After a wild ending in which the Steelers thought they had won, only to lose on another sideline controversy, their 34-28 loss in the snow at Heinz Field to Miami finally ended the charade.
There are no shortages of reasons why the Steelers’ season will end before the New Year even begins. Their 0-4 start, including inexcusable losses to Tennessee, Oakland and Minnesota, along with injuries, certainly didn’t help. But it’s been their inability to prevent the big play all season that will leave them at home in January.
There was Giovanni Bernard’s 27-yard touchdown reception in Cincinnati and there was Adrian Peterson’s 60-yard TD run in London. There was Earl Bennett’s 17-yard TD reception against Chicago and there was Terrelle Pryor’s 93-yard run on the first play from scrimmage in Oakland. And there was Aaron Dobson’s 81-yard catch in New England and Torrey Smith’s 55-yard catch in Baltimore.
Sense a recurring theme?
On Sunday, it was Ryan Tannehill breaking off a 48-yard run in the first quarter. It was Daniel Thomas’ 55-yard run in the third quarter.
“Everyone was where they were supposed to be,” linebacker LaMarr Woodley said. “The guy just broke free.”
And then there was Charles Clay’s 13-yard touchdown reception on the following play, in which Troy Polamalu and Cortez Allen failed to make a routine tackle, instead going for a strip and getting only air.
“We’re giving up too many big plays on defense and it’s happening from all over,” Polamalu said.
The only positive from Sunday’s loss is that it allows the Steelers a chance to look into their future, albeit a few weeks sooner then they would like. It’s a future that can’t include Ryan Clark or Ike Taylor or Woodley or, yes, even the great Polamalu.

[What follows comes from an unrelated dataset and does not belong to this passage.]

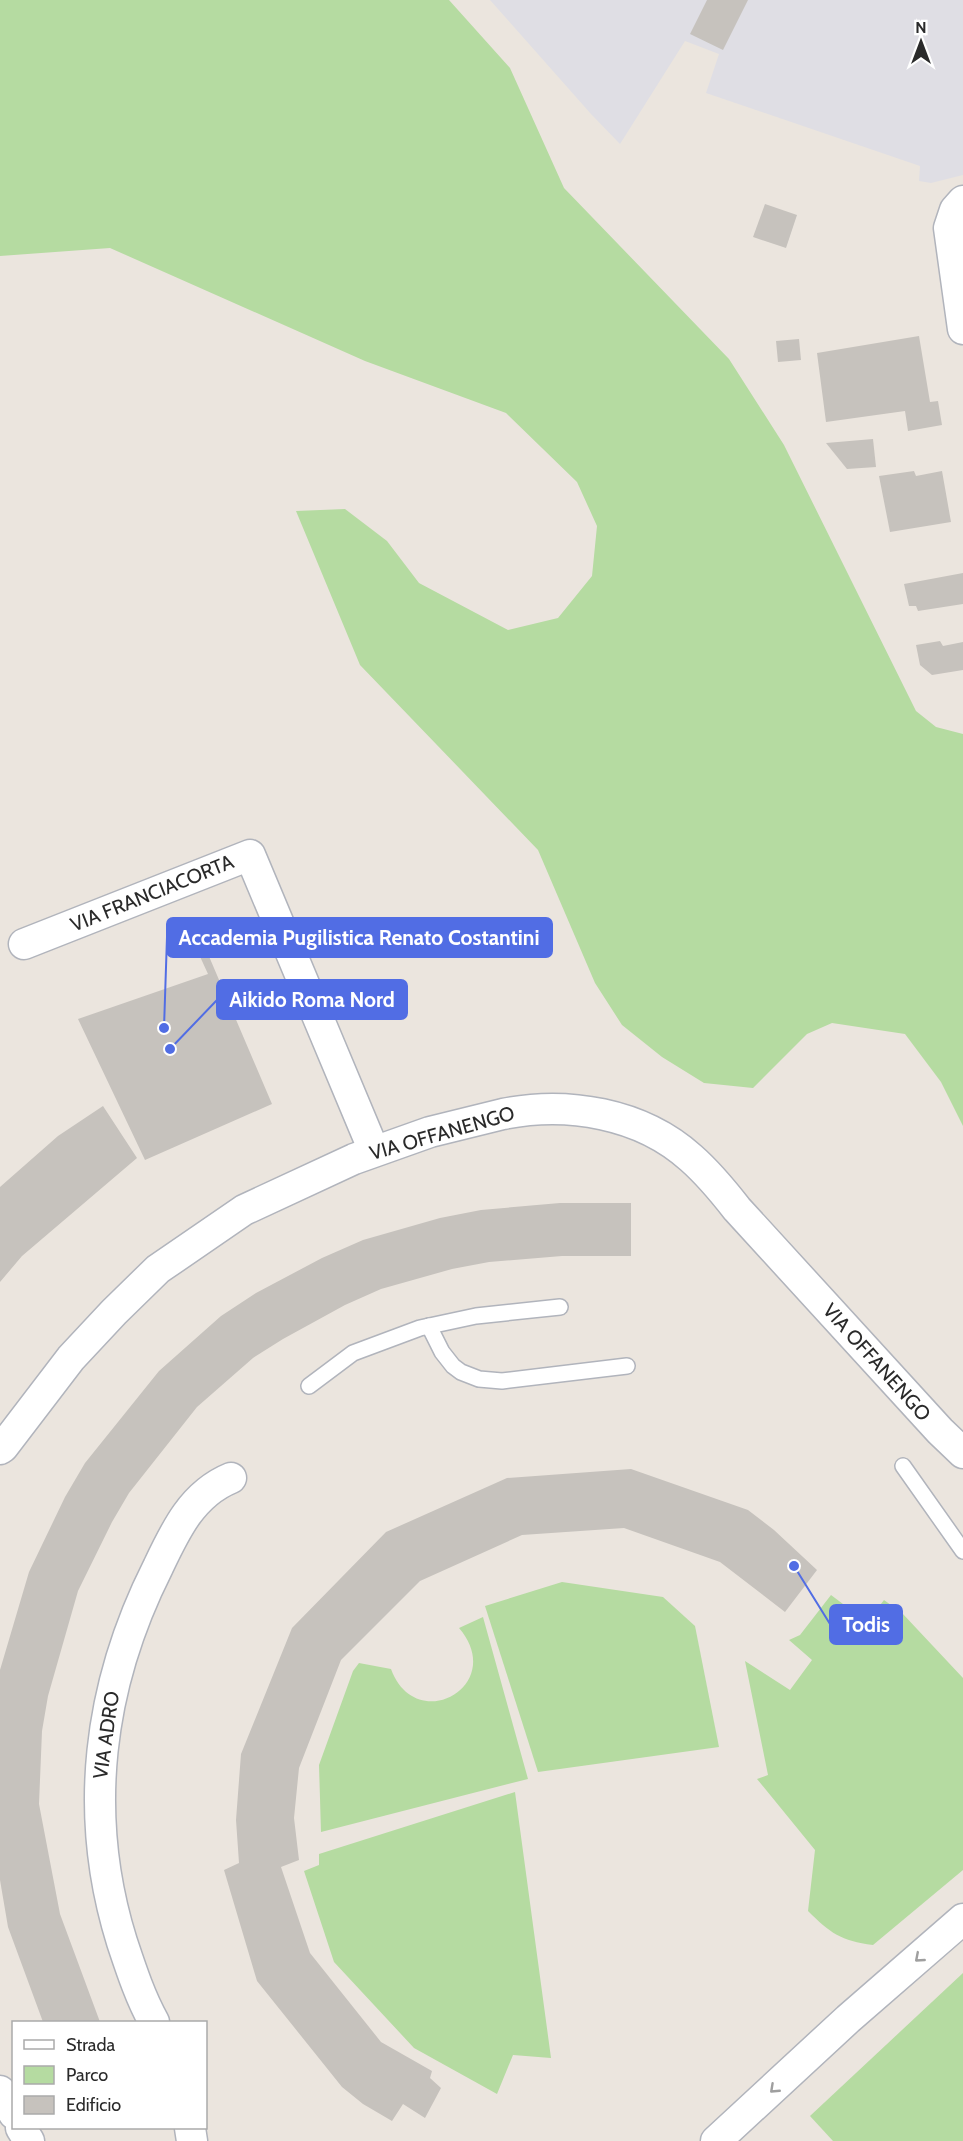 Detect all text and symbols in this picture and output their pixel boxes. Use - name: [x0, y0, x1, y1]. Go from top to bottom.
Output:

All are -- or were -- great players. They are all part of a legacy that returned glory to Pittsburgh but change is needed after a remarkable decade-long run. But they are a half-step slower, and as the Steelers found out Sunday, inches can decide outcomes.
“I’ve realized, probably because I’m older, faces change,” Clark said. “You lose James Farrriors, lose Aaron Smiths, you lose Casey (Hampton). It hurts. It’s tough. But everybody’s time comes.”
Indeed, the time has come for the Steelers to make bold changes in their defense, the secondary in particular. Maybe it’s time to give starting jobs to Jason Worilds and Jarvis Jones and Shamarko Thomas.
At the beginning of the season, the organization bristled at the term “transition.” At 5-8, it’s time to embrace it.